TASK DESCRIPTION:
Would you repeat all of the records underneath, exactly as written?

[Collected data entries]
====================
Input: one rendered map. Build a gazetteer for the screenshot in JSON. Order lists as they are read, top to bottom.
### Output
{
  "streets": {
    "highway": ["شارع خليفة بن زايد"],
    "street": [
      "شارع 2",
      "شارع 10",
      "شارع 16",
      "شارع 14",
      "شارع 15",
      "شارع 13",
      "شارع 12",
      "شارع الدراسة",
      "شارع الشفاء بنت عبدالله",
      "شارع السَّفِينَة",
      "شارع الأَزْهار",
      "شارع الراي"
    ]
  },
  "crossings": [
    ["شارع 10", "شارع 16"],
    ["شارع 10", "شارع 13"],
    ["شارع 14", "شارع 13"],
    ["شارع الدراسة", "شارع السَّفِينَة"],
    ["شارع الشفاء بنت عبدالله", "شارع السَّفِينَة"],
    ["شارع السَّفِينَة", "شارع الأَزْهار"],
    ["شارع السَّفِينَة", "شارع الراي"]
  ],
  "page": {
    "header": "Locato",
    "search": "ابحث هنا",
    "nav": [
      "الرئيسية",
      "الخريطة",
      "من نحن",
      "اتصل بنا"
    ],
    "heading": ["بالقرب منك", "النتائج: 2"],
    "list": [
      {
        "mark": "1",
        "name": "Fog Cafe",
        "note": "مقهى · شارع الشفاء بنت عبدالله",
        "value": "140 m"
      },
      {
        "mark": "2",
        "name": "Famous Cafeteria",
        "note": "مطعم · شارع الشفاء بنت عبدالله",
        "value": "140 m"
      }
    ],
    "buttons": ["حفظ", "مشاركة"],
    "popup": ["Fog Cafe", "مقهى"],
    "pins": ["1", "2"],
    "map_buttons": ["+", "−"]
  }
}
====================
SOLVED EXERCISE:
Input: one rendered map. Build a gazetteer for the screenshot in JSON. Order lists as they are read, top to bottom.
### Output
{
  "streets": {
    "highway": ["شارع خليفة بن زايد"],
    "street": [
      "شارع 2",
      "شارع 10",
      "شارع 16",
      "شارع 14",
      "شارع 15",
      "شارع 13",
      "شارع 12",
      "شارع الدراسة",
      "شارع الشفاء بنت عبدالله",
      "شارع السَّفِينَة",
      "شارع الأَزْهار",
      "شارع الراي"
    ]
  },
  "crossings": [
    ["شارع 10", "شارع 16"],
    ["شارع 10", "شارع 13"],
    ["شارع 14", "شارع 13"],
    ["شارع الدراسة", "شارع السَّفِينَة"],
    ["شارع الشفاء بنت عبدالله", "شارع السَّفِينَة"],
    ["شارع السَّفِينَة", "شارع الأَزْهار"],
    ["شارع السَّفِينَة", "شارع الراي"]
  ],
  "page": {
    "header": "Locato",
    "search": "ابحث هنا",
    "nav": [
      "الرئيسية",
      "الخريطة",
      "من نحن",
      "اتصل بنا"
    ],
    "heading": ["بالقرب منك", "النتائج: 2"],
    "list": [
      {
        "mark": "1",
        "name": "Fog Cafe",
        "note": "مقهى · شارع الشفاء بنت عبدالله",
        "value": "140 m"
      },
      {
        "mark": "2",
        "name": "Famous Cafeteria",
        "note": "مطعم · شارع الشفاء بنت عبدالله",
        "value": "140 m"
      }
    ],
    "buttons": ["حفظ", "مشاركة"],
    "popup": ["Fog Cafe", "مقهى"],
    "pins": ["1", "2"],
    "map_buttons": ["+", "−"]
  }
}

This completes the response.